Here are three important ways that you can apply some of the approaches emerging from the growing field of positive psychology.

Create a Culture that Encourages Empathy

It’s often said that empathy in a call center can not only improve a call but also improve a customer’s overall experience. What is not talked about enough is the importance of “organizational empathy” and designing systems that encourage it. Concern for what others are going through and taking steps to help them can be, as Aimee Lucas writes, “blocked by organizational systems that create time pressures, emphasize taking a task (rather than person) focus, or establish a high cost of making errors.”  This is problematic as empathy has been shown to correlate with increased prosocial behavior, positivity, social closeness, and well-being.

If companies want to foster a positive environment, they need to look at the culture of the organization and make adjustments where needed to encourage empathic concern for others. As the CEO of Redstone Federal Credit Union argues, “We focus on culture because it produces organizational results and guides the way we think.”

Develop a “Language of Strength”

While developing a “language of strength” sounds scarily Orwellian, it’s really not. As we discussed in a recent post on burnout, agents are required to deal with challenging, frustrated customers, with the knowledge that the calls (and their performance) are being monitored and timed. While this is simply an aspect of the job, it can become hard for your employees to identify with the positive qualities of their work and even their own strengths.

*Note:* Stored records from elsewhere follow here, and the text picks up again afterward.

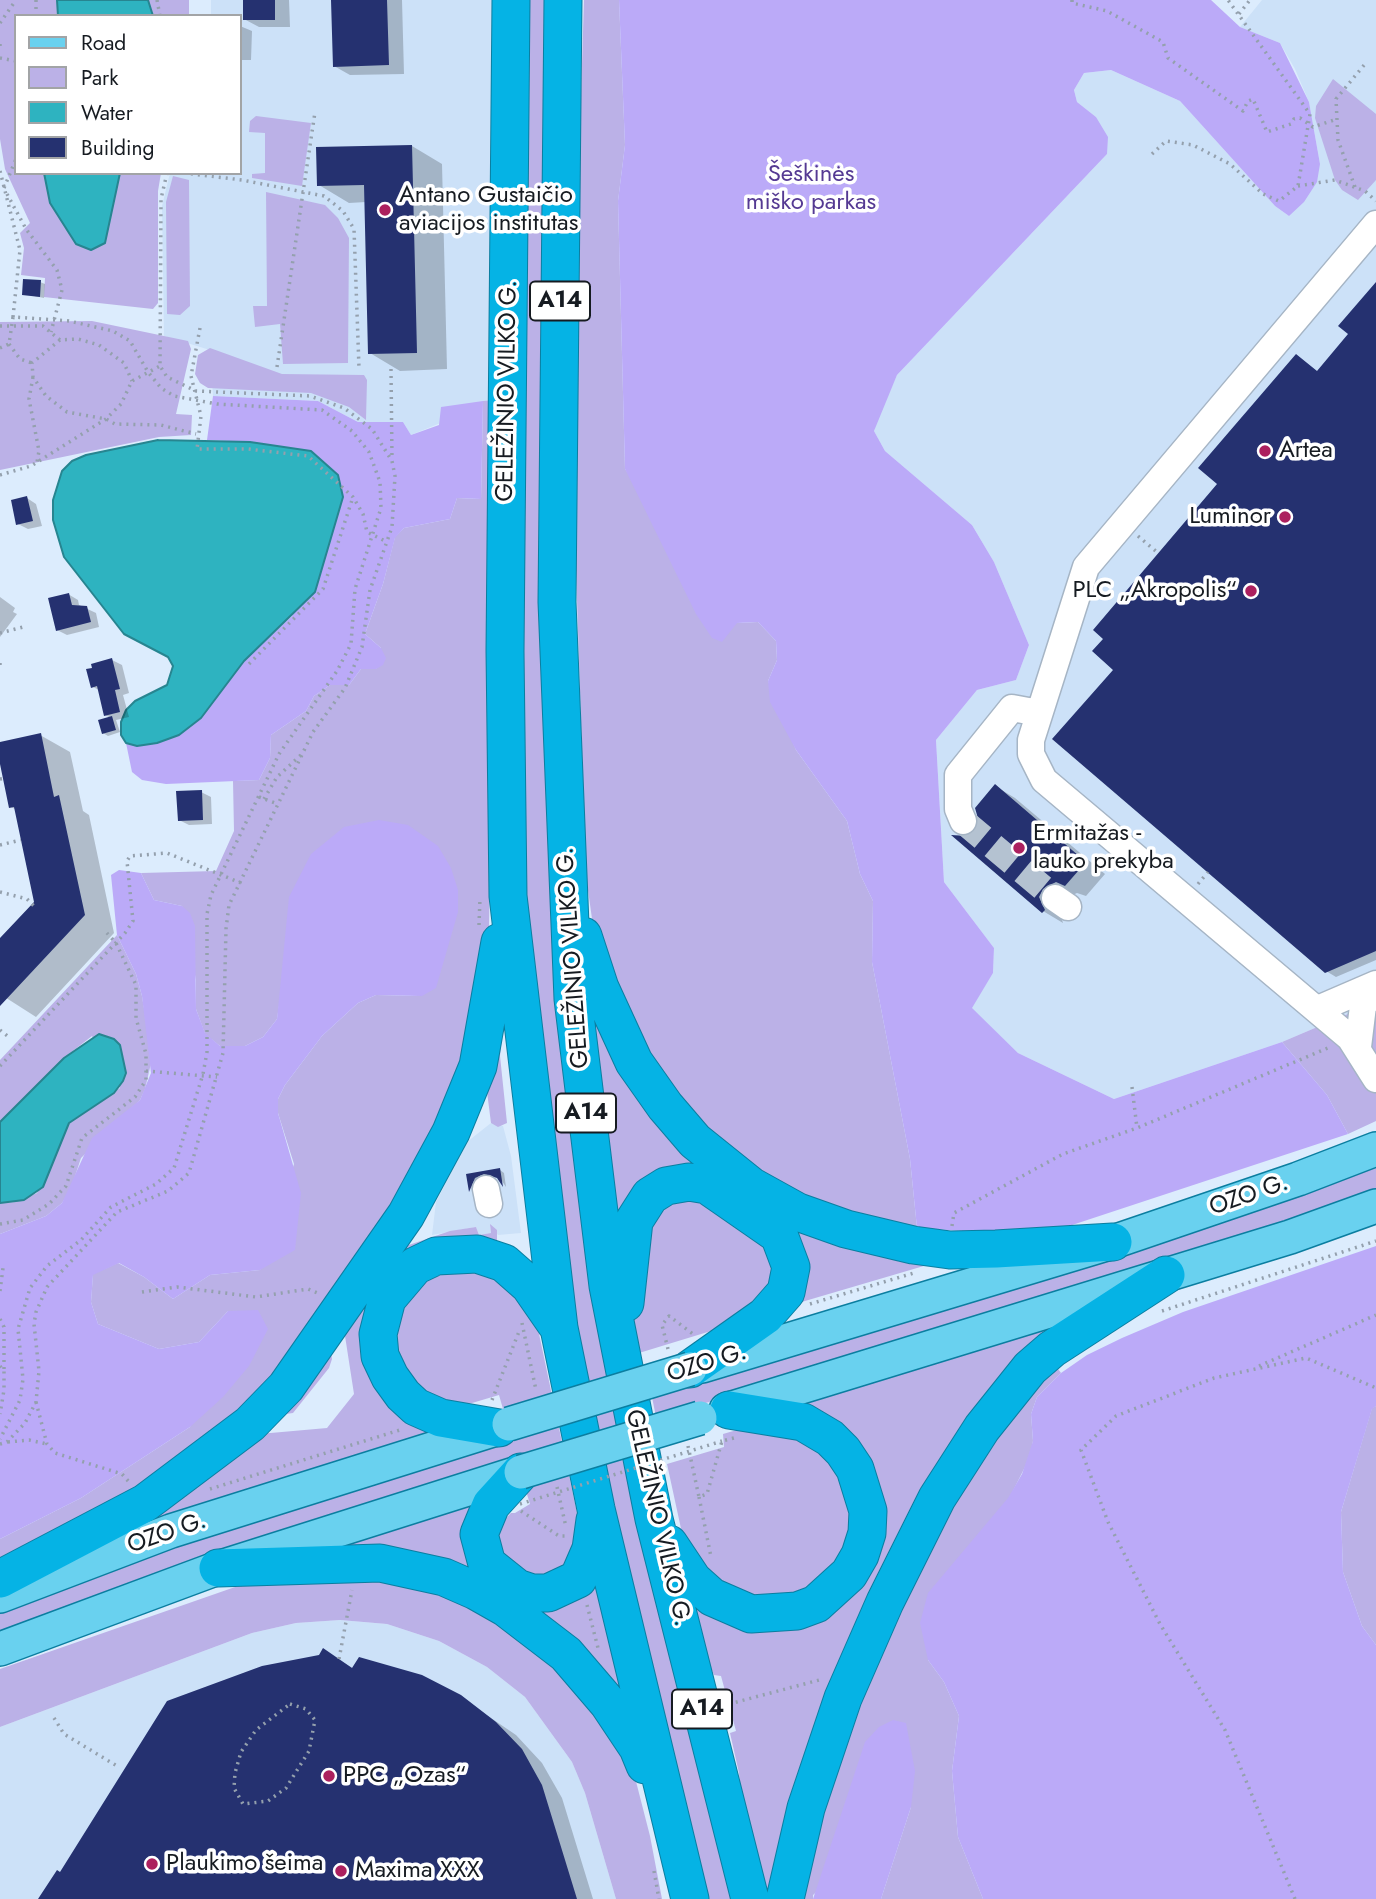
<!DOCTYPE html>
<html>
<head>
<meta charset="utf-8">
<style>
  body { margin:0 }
  #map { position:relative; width:1376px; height:1899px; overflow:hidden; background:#dcecfd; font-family:Jost,sans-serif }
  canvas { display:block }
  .legend { position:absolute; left:14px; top:14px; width:228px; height:161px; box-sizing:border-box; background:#fff; border:2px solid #a2a4a6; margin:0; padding:9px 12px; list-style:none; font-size:21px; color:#161b21 }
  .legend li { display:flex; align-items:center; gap:14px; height:35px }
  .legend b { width:35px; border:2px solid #a2a4a6 }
</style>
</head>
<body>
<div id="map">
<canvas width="1376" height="1899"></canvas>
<ul class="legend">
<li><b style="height:9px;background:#69d1ef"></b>Road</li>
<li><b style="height:19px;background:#bbb1e7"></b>Park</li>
<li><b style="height:19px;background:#2eb3c0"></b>Water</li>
<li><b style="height:19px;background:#253170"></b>Building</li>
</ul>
</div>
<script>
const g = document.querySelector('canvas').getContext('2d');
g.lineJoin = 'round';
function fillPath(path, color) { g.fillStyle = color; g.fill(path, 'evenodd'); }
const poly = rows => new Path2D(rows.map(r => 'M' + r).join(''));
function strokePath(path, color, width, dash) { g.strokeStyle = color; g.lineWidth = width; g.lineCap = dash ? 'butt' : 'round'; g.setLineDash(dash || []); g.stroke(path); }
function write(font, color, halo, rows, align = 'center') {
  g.font = font + ' Jost,sans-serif'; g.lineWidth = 7; g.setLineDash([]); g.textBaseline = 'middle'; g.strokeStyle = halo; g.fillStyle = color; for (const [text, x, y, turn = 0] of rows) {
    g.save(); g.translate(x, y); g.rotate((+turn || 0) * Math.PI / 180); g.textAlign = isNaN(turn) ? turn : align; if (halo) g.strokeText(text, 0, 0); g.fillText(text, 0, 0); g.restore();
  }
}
fillPath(poly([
  [211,0,497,0,497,400,411,435,403,422,358,422,318,401,213,396,210,350,164,336,162,206,170,173,240,173,240,16,211,16],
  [1262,0,1376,0,1376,1002,1282,1042,1114,1099,1018,1053,971,1008,993,973,994,948,944,882,936,740,977,690,1016,680,1029,645,994,562,972,525,885,451,874,431,876,422,897,375,1107,154,1096,117,1077,102,1074,90,1084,73,1111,70,1180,101,1275,206,1289,216,1320,164,1309,102,1295,69,1280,43,1240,27],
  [491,1123,503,1126,511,1156,521,1233,498,1235,490,1225,491,1233,479,1235,476,1227,432,1235,436,1202,467,1142],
  [340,1620,387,1624,439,1641,487,1667,525,1697,572,1762,585,1793,616,1899,0,1899,0,1727,252,1633,296,1623]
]), '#cce1f8');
fillPath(poly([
  [0,0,57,0,58,16,16,16,16,173,44,173,50,203,76,244,105,243,120,173,161,173,158,191,158,303,153,309,44,297,45,278,21,275,24,248,20,233,30,223,5,169,0,139],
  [148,0,189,0,189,16,153,16],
  [523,0,547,0,557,947,737,1899,705,1899,579,1372,525,950,514,618],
  [584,0,619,0,625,145,618,201,625,469,737,623,758,622,776,641,777,660,768,681,796,750,847,821,860,874,873,901,872,962,910,1159,917,1228,877,1231,755,1177,668,1093,595,940,586,876,571,416],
  [1333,79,1376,114,1376,180,1358,200,1342,190,1335,180,1315,118,1316,106],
  [256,116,311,123,302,186,252,178,252,174,265,173,265,133,249,132,250,121],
  [173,176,189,180,190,306,180,315,167,314,166,202],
  [266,192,325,205,338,218,349,238,348,363,283,364,280,324,255,327,253,306,267,306],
  [92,321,188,341,191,349,176,414,192,415,191,435,159,437,0,470,0,322],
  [210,348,282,374,364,375,367,380,366,420,349,407,311,393,208,388,200,383,195,374,198,355],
  [497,400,489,926,485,971,469,1051,417,1173,245,1420,0,1571,0,1539,81,1498,190,1427,228,1311,199,1342,159,1349,98,1324,91,1302,93,1274,118,1263,144,1277,173,1299,210,1275,260,1270,294,1164,278,1113,278,1099,285,1085,322,1036,358,1003,376,995,422,996,282,984,277,1019,263,1037,245,1046,220,1046,205,1034,196,1009,196,980,182,906,154,900,141,873,216,871,234,831,233,781,259,780,270,758,271,735,306,711,314,696,330,685,349,685,361,669,376,669,381,648,365,634,383,584,395,537,404,528,450,519,457,498,481,499,483,401],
  [117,935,136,974,142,996,152,1059,145,1089,140,1100,81,1158,70,1191,62,1203,46,1216,0,1234,0,1203,15,1202,37,1193,69,1123,120,1088,92,1036,64,1058,0,1122,0,1060],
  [583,980,720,1179,684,1171,620,1277],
  [1376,1002,1376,1121,1348,1134,1327,1095,1282,1042],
  [502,1036,500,1056,507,1123,498,1127,491,1123,486,1084],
  [1376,1166,1376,1190,1347,1202,773,1384,656,1417,652,1397],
  [712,1197,782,1264,757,1305,711,1331,639,1353,632,1312,653,1204],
  [490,1224,497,1230,497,1240,493,1243,473,1241,369,1319,442,1432,71,1548,248,1435,327,1428,354,1394,343,1323,397,1249,450,1231,476,1227,479,1235,491,1233],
  [806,1229,934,1263,788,1306,788,1234],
  [493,1266,535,1315,580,1527,579,1561,535,1584,492,1549,501,1523,511,1513,515,1513,530,1504,517,1462,0,1636,0,1612,148,1553,511,1437,499,1395,472,1403,444,1406,427,1402,392,1361,391,1315,419,1276],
  [1087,1312,980,1418,776,1899,763,1899,743,1824,739,1773,730,1733,736,1731,721,1676,714,1675,704,1652,687,1594,814,1615,877,1492,769,1410],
  [329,1343,332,1359,329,1368,293,1413,265,1417],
  [1050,1358,1061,1373,1037,1397,1031,1414,1033,1441,1030,1457,928,1660,944,1682,959,1716,952,1771,958,1837,983,1899,881,1899,911,1807,813,1895,813,1899,797,1899,833,1761,945,1510],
  [1376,1406,1376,1645,1362,1626,1343,1572,1341,1512,1372,1408],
  [754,1425,805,1431,852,1478,853,1543,805,1598,741,1602,685,1547,667,1464,724,1447,723,1434],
  [488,1496,480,1506,523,1598,594,1564,633,1718,560,1630,317,1554],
  [405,1573,546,1645,631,1762,650,1836,662,1899,616,1899,585,1793,572,1762,525,1697,487,1667,439,1641,387,1624,340,1620,296,1623,252,1633,0,1727,0,1669,258,1579]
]), '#bbb1e7');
fillPath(poly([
  [619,0,1211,0,1240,27,1280,43,1309,102,1320,164,1317,182,1304,202,1289,216,1275,206,1180,101,1111,70,1084,73,1074,90,1077,102,1096,117,1108,137,1107,154,897,375,874,431,885,451,972,525,994,562,1029,645,1016,680,977,690,936,740,944,882,994,948,993,973,972,1008,1018,1053,1114,1099,1282,1042,1327,1095,1348,1134,1063,1228,1009,1234,917,1228,910,1159,872,962,873,901,860,874,847,821,796,750,770,702,768,681,777,660,776,641,758,622,737,623,722,642,712,638,696,614,625,469,618,201,625,145],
  [213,396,318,401,358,422,403,422,411,435,439,425,441,407,483,401,481,499,457,498,450,519,404,528,395,538,383,584,365,634,381,648,386,658,383,665,376,669,361,669,349,685,330,685,314,696,306,711,271,735,270,758,259,780,166,784,142,780,132,772,126,743,137,746,201,718,244,661,292,616,343,497,338,475,311,451,250,442,207,440],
  [379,820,408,825,438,846,451,868,458,890,458,912,436,988,422,996,376,995,358,1003,322,1036,285,1085,278,1099,278,1113,301,1193,295,1250,260,1270,210,1275,173,1299,144,1277,119,1263,93,1275,91,1302,98,1324,159,1349,199,1342,228,1311,258,1310,268,1329,249,1366,223,1397,190,1427,81,1498,0,1539,0,1234,46,1216,62,1203,92,1138,140,1100,151,1073,142,996,136,974,117,935,111,875,119,870,141,873,154,900,182,906,190,913,195,926,196,1009,205,1033,220,1046,245,1046,263,1037,277,1019,289,897,311,854,344,827],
  [1376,1246,1376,1406,1372,1409,1341,1512,1343,1572,1362,1626,1376,1645,1376,1899,983,1899,958,1837,952,1771,959,1716,944,1682,928,1660,920,1623,928,1593,1008,1498,1022,1474,1033,1441,1031,1414,1037,1397,1061,1373,1087,1355,1122,1338,1183,1312],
  [893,1720,906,1723,915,1771,911,1807,881,1899,813,1899,865,1742,879,1727]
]), '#bbaaf8');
const water = poly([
  [57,0,148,0,153,16,58,16,57,0],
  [44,173,120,173,105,243,91,250,76,244,50,203,44,173],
  [158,440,250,442,311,451,338,475,343,497,315,592,244,661,201,718,179,735,157,743,137,746,126,743,121,735,121,722,126,710,135,701,167,685,173,666,168,657,124,634,64,557,53,520,53,500,62,471,72,461,86,455,158,440],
  [99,1034,114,1039,120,1045,126,1073,123,1081,114,1093,69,1123,43,1187,24,1200,0,1203,0,1122,64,1058,99,1034]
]);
fillPath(water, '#2eb3c0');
strokePath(water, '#278590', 2);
fillPath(poly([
  [244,0,289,0,290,27,259,27,244,19],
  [333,0,402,0,404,74,350,75,334,66],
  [240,26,252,31,251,60,240,60],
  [412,146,442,164,447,369,400,371,370,353,366,202,349,203,319,185],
  [40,282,45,284,44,298,24,294],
  [1376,285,1376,960,1336,977,1326,971,1115,669,1219,484,1296,356,1318,372,1350,334],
  [27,498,36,504,42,526,28,529,18,524],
  [68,594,78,600,79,605,96,613,99,627,67,635,57,630],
  [0,597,15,608,13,612,17,614,0,637],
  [112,660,122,665,129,693,123,695,129,717,116,720,120,732,108,736,103,733,111,718,105,715,99,690,93,687],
  [40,735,70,752,83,811,89,815,114,933,36,1017,0,994,0,941,36,903,17,810,11,807,0,743],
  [995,786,1015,798,1105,874,1086,896,1077,893,1062,900,1059,910,1063,923,1043,911,969,837,976,832],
  [201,792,211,797,212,824,189,825,179,820],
  [500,1170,504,1173,506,1187,500,1178,489,1175,479,1180,475,1192,472,1191,469,1175],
  [324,1651,354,1669,460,1697,516,1735,542,1763,562,1798,593,1899,40,1899,60,1874]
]), '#0003');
fillPath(poly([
  [243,0,275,0,275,20,243,20],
  [331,0,387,0,389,65,333,67],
  [412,145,417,353,368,354,364,185,317,186,316,147],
  [23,279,41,280,40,297,22,295],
  [1376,282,1376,951,1325,973,1052,739,1113,670,1092,651,1103,639,1093,630,1217,484,1198,468,1296,354,1317,371,1348,334,1338,326],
  [27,496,33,521,16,525,11,500],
  [69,593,72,605,87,606,91,622,56,631,48,598],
  [112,658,120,689,115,690,120,712,104,716,97,686,91,688,86,669,92,668,91,664],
  [112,716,116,730,102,734,98,720],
  [41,733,54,797,59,795,85,915,0,1006,0,938,34,902,14,807,9,808,0,764,0,742],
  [995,784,1086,862,1065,886,1056,882,1043,889,1039,897,1045,910,1042,913,951,835,968,836,975,831,979,822,975,808],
  [202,790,203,820,178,821,176,791],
  [500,1168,503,1187,497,1178,484,1174,475,1178,469,1192,466,1174],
  [323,1648,352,1668,359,1657,422,1675,461,1695,496,1722,522,1749,542,1785,577,1899,38,1899,57,1870,60,1872,167,1701,262,1666,319,1655]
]), '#253170');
strokePath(poly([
  [963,821,1055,898]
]), '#b4c2d1', 26, [26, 13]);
const minor = poly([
  [1376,224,1086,567,1031,740,1031,754,1044,780,1350,1038,1376,1079],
  [963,821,958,809,958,775,1012,708,1039,713],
  [1055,898,1068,907],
  [1318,1009,1376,984],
  [1358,1047,1363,1006,1376,990],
  [486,1189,489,1204]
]);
const major = poly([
  [702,1366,1113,1242,1298,1179,1376,1149],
  [726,1410,1290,1237,1376,1206],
  [0,1596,171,1531,502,1427],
  [0,1649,218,1568,521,1472]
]);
const highway = poly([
  [511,0,505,651,508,896,559,1328,596,1509,690,1899],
  [563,0,557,602,573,999,608,1286,654,1519,750,1899],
  [583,936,600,988,634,1062,665,1106,695,1141,751,1186,798,1212,846,1229,913,1245,950,1250,996,1249,1113,1242],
  [625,1303,634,1221,650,1196,666,1186,689,1182,707,1185,779,1235,791,1267,786,1292,765,1316,690,1369],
  [499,1428,441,1418,416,1407,403,1395,390,1377,380,1356,378,1334,387,1299,415,1266,436,1256,477,1254,504,1263,529,1285,556,1324],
  [521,1472,491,1505,479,1534,487,1564,517,1588,532,1593,548,1593,578,1579,591,1549,595,1520],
  [669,1544,693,1580,712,1597,751,1614,797,1611,816,1604,849,1574,860,1555,867,1533,868,1511,855,1469,843,1451,830,1438,803,1422,729,1410],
  [218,1568,380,1563,444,1577,476,1591,506,1608,566,1654,608,1703,638,1748,645,1765],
  [0,1579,145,1503,250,1424,286,1387,406,1215,451,1132,478,1066,500,942],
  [785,1899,806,1808,843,1698,885,1602,937,1498,982,1428,1030,1368,1052,1349,1166,1275]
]);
strokePath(minor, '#a6b5c5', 29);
strokePath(major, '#0b7ea0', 36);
strokePath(highway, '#0b7ea0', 39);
strokePath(poly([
  [36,0,36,16],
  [157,0,160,16],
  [1072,0,1072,3,1107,11,1163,42,1168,58,1243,111,1248,101,1253,99,1267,132,1291,124,1294,119,1300,118,1313,127,1337,119],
  [1239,14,1250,0],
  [0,23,16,0],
  [0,44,0,46],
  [0,58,16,61],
  [1152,154,1166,141,1193,145,1230,164,1263,194,1279,201,1298,186,1310,114,1228,0],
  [0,171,20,250,13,317,69,321,113,331,130,341,148,372,161,388,174,396,217,404,322,410,352,431,369,452,380,482,381,508,355,589,351,644,337,671,279,754,211,895,207,914,207,1052,203,1074,174,1168,156,1184,111,1207,81,1240,47,1266,30,1288,18,1329,23,1379,20,1400,0,1439],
  [184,173,242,180,324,196,343,211,354,229,359,368],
  [1298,186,1335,180,1365,191,1376,201],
  [1355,187,1338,140,1336,99,1365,64],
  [4,188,16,159],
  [7,194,26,229,57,270,62,290,51,332],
  [0,326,43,326,60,340,78,339,99,345,124,363,132,381],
  [200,328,191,376,201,416,197,449,248,449,308,456,353,497,363,514,367,532,387,542],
  [60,340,32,363,33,377,46,396,67,412,106,419,115,424,161,425,196,434],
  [9,344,20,359,32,363],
  [0,348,9,344,13,317],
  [277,367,315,112],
  [391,369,392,459],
  [33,377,29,399,39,451,37,462],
  [0,475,31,466,106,419,121,404,132,381,160,366],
  [1138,536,1158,553],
  [0,633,23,627],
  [0,663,0,666],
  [249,664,323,589,353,497],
  [0,779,6,778],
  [259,797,278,804],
  [264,799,277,777,302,754],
  [0,845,21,840],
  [1198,884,1208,872],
  [0,892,27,899,35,907],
  [479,925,480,898],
  [0,1030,10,1038],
  [0,1066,125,933,133,921,127,861,130,856,167,853,241,883],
  [146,1071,217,1077],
  [1132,1087,1137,1128],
  [0,1224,23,1220,49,1204,66,1186,82,1138,135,1097,146,1080,146,1054,136,1018,136,985,116,943,106,932],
  [952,1226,954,1213,1063,1154,1137,1128,1328,1048],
  [0,1291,3,1268],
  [142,1292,177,1287,256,1297,308,1289,320,1294],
  [810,1304,914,1273],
  [1162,1311,1376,1241],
  [0,1319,4,1327,4,1371],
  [522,1323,536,1390],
  [668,1349,662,1325,669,1316,693,1334],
  [0,1366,4,1371,4,1390,0,1414],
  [1259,1366,1376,1315],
  [492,1400,520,1329],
  [36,1402,47,1444,55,1453,122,1474,129,1482],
  [8,1442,29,1440,47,1444],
  [0,1444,7,1442,25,1423,36,1402,39,1371,34,1324,36,1312,47,1287,117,1212,168,1191,189,1173,223,1053,226,929,229,905,313,732,345,688,362,647,370,590,392,527,395,476,392,461,372,429,344,408,310,396,196,391,167,377,160,366,161,199,167,173],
  [688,1446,699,1497,707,1494,722,1441,734,1438],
  [557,1487,566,1527],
  [210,1489,403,1429],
  [699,1497,711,1557],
  [521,1511,559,1536,565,1536],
  [587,1605,598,1648],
  [339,1659,352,1590],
  [290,1704,306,1709,315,1720,309,1751,286,1788,268,1801,243,1804,234,1788,235,1773,241,1752,256,1730,290,1704],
  [729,1704,823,1679],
  [54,1718,64,1734,117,1766],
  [654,1871,659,1899],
  [1295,1899,1225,1730,1160,1624,1108,1522,1081,1450,1116,1416,1214,1378,1306,1358,1376,1388]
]), '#94a0ad', 3.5, [2, 5]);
strokePath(minor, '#fff', 26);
strokePath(major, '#69d1ef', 33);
strokePath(highway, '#05b3e5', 37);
const majorBridge = poly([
  [509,1424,690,1369],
  [521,1472,700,1418]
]);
strokePath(majorBridge, '#0b7ea0', 36, []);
strokePath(poly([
  [520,1504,722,1441]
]), '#94a0ad', 3.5, [2, 5]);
strokePath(majorBridge, '#69d1ef', 33);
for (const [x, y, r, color] of [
  [385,210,7,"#ac205e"],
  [1265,451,7,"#ac205e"],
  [1285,517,7,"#ac205e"],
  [1251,591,7,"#ac205e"],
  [1019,848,7,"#ac205e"],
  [329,1776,7,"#ac205e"],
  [152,1864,7,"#ac205e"],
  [341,1871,7,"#ac205e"]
]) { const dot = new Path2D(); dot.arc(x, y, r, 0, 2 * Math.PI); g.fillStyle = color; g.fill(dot); strokePath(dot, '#fff', 2.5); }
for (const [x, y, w] of [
  [560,301,60],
  [586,1113,60],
  [702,1709,60]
]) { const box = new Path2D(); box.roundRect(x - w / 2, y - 19.5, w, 39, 5); g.fillStyle = '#fff'; g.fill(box); strokePath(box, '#161b21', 2); }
write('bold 23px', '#161b21', null, [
  ["A14",560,301],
  ["A14",586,1113],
  ["A14",702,1709]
]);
write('24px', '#553a93', '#fff', [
  ["Šeškinės",811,175],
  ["miško parkas",811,203]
]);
write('24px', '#161b21', '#fff', [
  ["Antano Gustaičio",399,196],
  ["aviacijos institutas",399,224],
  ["Artea",1279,451],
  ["Luminor",1271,517,"right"],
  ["PLC „Akropolis“",1237,591,"right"],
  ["Ermitažas -",1033,834],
  ["lauko prekyba",1033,862],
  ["PPC „Ozas“",343,1776],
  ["Plaukimo šeima",166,1864],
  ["Maxima XXX",355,1871]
], 'left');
write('24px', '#161b21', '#fff', [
  ["GELEŽINIO VILKO G.",508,391,-89],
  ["GELEŽINIO VILKO G.",574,958,-94],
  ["OZO G.",1249,1196,-19],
  ["OZO G.",707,1364,-17],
  ["GELEŽINIO VILKO G.",657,1518,77],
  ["OZO G.",167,1534,-19]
]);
</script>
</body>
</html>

The challenge is that most people tend to dwell on negative events or emotions and ignore the positive ones. One way to reverse the focus is to use techniques aimed at shifting attention to more positive experiences. For example, in any team meetings, ask your customer service reps to scan over recent customer interactions and recount what went right. It’s important to celebrate the wins and tie in small achievements to the larger purpose of the organization.

Make Work Meaningful

The now-famous study from Dr. Adam Grant found that call center employees at the University of Michigan who had the task of cold calling alumni to ask for money performed better when they got to meet scholarship recipients and speak to them first hand. Once the call center workers realized the impact of their work, they became motivated to work harder, which eventually increased weekly revenue by 400%.

Meaning can be sourced from many different areas on the job, anything from having learning and growth opportunities, to seeing the impact of the end-results on those who benefit from the work that was done. For example, Golden 1 Credit Union abides by a “stronger together” community approach and ensures this is not only apparent in their vision statement, but extends to every aspect of the organization. It’s clear that regardless of the exact source of this meaning, it nurtures a more positive, proactive employee.

You can encourage positive psychology in your customer service organization by creating a culture that allows for greater empathic concern for fellow employees, celebrates the wins, and strives to make work more meaningful. While this may seem ornamental to providing excellent customer service, positive customer service reps will be friendly and more engaged with customers. They’ll also get along better with other team members and put in extra effort to deliver WOW service experiences. In this environment, both your employees and the business succeed.